What Detirmines New Orleans Future?

Culture Clips - Sept. 6, 2005

What determines if a city recovers from disaster?

To the water-soaked citizenry of New Orleans, short term-issues -- water, power, even surviving -- are no doubt paramount today. But over the coming weeks, months and years, this city must come to grips with issues that have determined whether urban areas thrive despite tragedy, or simply decline in its wake.

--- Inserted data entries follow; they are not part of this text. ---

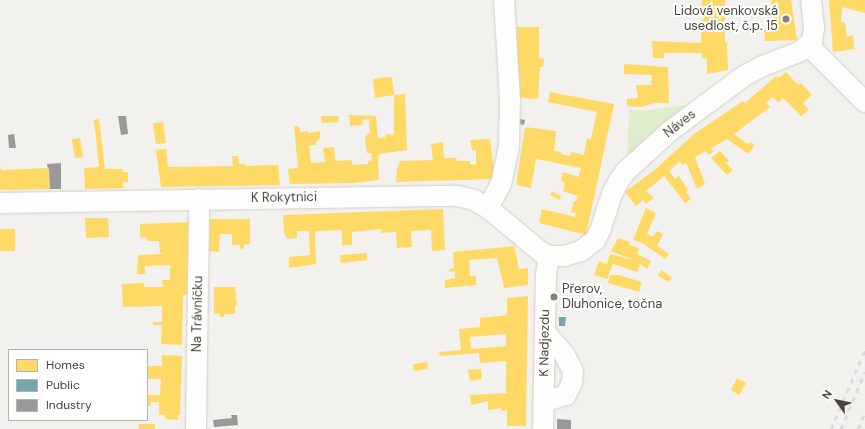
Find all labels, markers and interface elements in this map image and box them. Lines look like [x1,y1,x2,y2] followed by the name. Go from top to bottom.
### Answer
[674,4,778,35] place label: Lidová venkovská usedlost, č.p. 15
[781,14,791,24] marker: Lidová venkovská usedlost, č.p. 15
[661,107,699,141] street label: Náves
[251,190,317,206] street label: K Rokytnici
[190,276,206,352] street label: Na Trávníčku
[562,282,662,313] place label: Přerov, Dluhonice, točna
[549,292,559,302] marker: Přerov, Dluhonice, točna
[537,309,553,377] street label: K Nadjezdu
[8,349,148,421] legend
[46,357,85,373] text: Homes
[46,377,80,393] text: Public
[817,381,857,421] north arrow
[819,387,835,402] text: N
[46,397,92,413] text: Industry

Like the Mississippi itself, cities have risen and fallen through history. Herodotus noted in his own time, the fifth century B.C., that "human prosperity never abides long in the same place." Many of the cities that were "great" in his time were small in the recent past, he noted, while many leading cities of his youth had shrunk into relative insignificance. Herodotus considered understanding the causes of this rise and fall to be among the major callings of historians. Identifying why a city prospers or not over time remains highly relevant, not only for tragedy-struck New Orleans, but for virtually all Western cities in the age of terror.

Current intellectual fashion tells us that the crisis in New Orleans stems primarily from human mismanagement of the environment. Yet blaming global warming or poor river management practices will not bring the city back to its condition last month, much less return it to the greatness that defined it in its 19th-century heyday. The key to understanding the fate of cities lies in knowing that the greatest long-term damage comes not from nature or foreign attacks, but often from self-infliction. Cities are more than physical or natural constructs; they are essentially the products of human will, faith and determination.

A city whose residents have given up on their future or who lose interest in it are unlikely to respond to great challenges. Decaying cities throughout history--Rome in the fifth century, Venice in the

18th--both suffered from a decayed sense of civic purpose and prime. In this circumstance, even civic leaders tend to seek out their own comfortable perches within the city or choose to leave it entirely to its poorer, less mobile residents. This has been occurring for decades in the American rust belt -- think of Detroit, Cleveland and St. Louis -- or to the depopulated cores in old industrial regions in the British Midlands, Germany and Russia.

Happily, urban history also contains examples of cities that have rebounded from natural and other devastation, sometimes far worse than that wrought on New Orleans. Carthage, purposely destroyed and planted with salt by its Roman conquerors, later re-emerged as a prominent urban center, becoming the home of St. Augustine, author of "City of God." Modern times, too, offer examples which can inspire New Orleans residents. Tokyo and London rose from near total devastation in

1945. Perhaps even more remarkable, albeit on a smaller scale, has been the successful rebuilding of Hiroshima into an industrial powerhouse and one of Japan's most pleasant seaside cities.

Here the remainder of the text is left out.